Return all of the entries, keeping every word and mark as it is.
■ ■ ■ ■
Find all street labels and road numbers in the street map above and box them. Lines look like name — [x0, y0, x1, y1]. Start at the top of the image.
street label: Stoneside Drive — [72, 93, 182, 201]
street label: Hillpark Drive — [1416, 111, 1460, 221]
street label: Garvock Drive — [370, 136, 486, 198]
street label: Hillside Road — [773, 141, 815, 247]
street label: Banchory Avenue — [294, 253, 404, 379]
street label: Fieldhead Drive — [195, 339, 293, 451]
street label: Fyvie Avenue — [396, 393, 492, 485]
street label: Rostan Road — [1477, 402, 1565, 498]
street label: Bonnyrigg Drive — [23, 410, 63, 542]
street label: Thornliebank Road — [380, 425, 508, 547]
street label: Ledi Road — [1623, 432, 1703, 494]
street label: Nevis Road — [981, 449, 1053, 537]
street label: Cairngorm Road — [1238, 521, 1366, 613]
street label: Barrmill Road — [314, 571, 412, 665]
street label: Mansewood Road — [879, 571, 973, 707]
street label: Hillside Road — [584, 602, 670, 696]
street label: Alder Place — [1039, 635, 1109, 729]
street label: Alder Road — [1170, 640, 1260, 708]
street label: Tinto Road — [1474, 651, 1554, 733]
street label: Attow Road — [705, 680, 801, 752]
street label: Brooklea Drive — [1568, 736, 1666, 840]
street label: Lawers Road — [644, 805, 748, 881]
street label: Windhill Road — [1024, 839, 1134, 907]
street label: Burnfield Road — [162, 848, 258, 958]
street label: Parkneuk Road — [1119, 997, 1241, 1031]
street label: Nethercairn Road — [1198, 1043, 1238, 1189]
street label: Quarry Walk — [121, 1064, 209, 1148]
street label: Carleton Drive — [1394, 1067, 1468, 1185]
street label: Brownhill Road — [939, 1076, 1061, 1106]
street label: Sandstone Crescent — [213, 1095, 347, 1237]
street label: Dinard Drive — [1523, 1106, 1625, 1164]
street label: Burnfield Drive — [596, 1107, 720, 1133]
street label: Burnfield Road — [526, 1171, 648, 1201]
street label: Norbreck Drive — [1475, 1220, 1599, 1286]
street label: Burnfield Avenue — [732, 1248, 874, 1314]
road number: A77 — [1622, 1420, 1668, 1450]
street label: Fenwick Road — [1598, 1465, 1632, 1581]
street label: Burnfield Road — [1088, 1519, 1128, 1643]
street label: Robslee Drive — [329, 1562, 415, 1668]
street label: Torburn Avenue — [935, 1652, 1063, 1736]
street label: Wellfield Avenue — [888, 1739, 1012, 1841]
■ ■ ■ ■
Your response
Find all street labels and road numbers in the street map above and box them. Lines look like name — [x0, y0, x1, y1]. Start at the top of the image.
street label: Stoneside Drive — [72, 93, 182, 201]
street label: Hillpark Drive — [1416, 111, 1460, 221]
street label: Garvock Drive — [370, 136, 486, 198]
street label: Hillside Road — [773, 141, 815, 247]
street label: Banchory Avenue — [294, 253, 404, 379]
street label: Fieldhead Drive — [195, 339, 293, 451]
street label: Fyvie Avenue — [396, 393, 492, 485]
street label: Rostan Road — [1477, 402, 1565, 498]
street label: Bonnyrigg Drive — [23, 410, 63, 542]
street label: Thornliebank Road — [380, 425, 508, 547]
street label: Ledi Road — [1623, 432, 1703, 494]
street label: Nevis Road — [981, 449, 1053, 537]
street label: Cairngorm Road — [1238, 521, 1366, 613]
street label: Barrmill Road — [314, 571, 412, 665]
street label: Mansewood Road — [879, 571, 973, 707]
street label: Hillside Road — [584, 602, 670, 696]
street label: Alder Place — [1039, 635, 1109, 729]
street label: Alder Road — [1170, 640, 1260, 708]
street label: Tinto Road — [1474, 651, 1554, 733]
street label: Attow Road — [705, 680, 801, 752]
street label: Brooklea Drive — [1568, 736, 1666, 840]
street label: Lawers Road — [644, 805, 748, 881]
street label: Windhill Road — [1024, 839, 1134, 907]
street label: Burnfield Road — [162, 848, 258, 958]
street label: Parkneuk Road — [1119, 997, 1241, 1031]
street label: Nethercairn Road — [1198, 1043, 1238, 1189]
street label: Quarry Walk — [121, 1064, 209, 1148]
street label: Carleton Drive — [1394, 1067, 1468, 1185]
street label: Brownhill Road — [939, 1076, 1061, 1106]
street label: Sandstone Crescent — [213, 1095, 347, 1237]
street label: Dinard Drive — [1523, 1106, 1625, 1164]
street label: Burnfield Drive — [596, 1107, 720, 1133]
street label: Burnfield Road — [526, 1171, 648, 1201]
street label: Norbreck Drive — [1475, 1220, 1599, 1286]
street label: Burnfield Avenue — [732, 1248, 874, 1314]
road number: A77 — [1622, 1420, 1668, 1450]
street label: Fenwick Road — [1598, 1465, 1632, 1581]
street label: Burnfield Road — [1088, 1519, 1128, 1643]
street label: Robslee Drive — [329, 1562, 415, 1668]
street label: Torburn Avenue — [935, 1652, 1063, 1736]
street label: Wellfield Avenue — [888, 1739, 1012, 1841]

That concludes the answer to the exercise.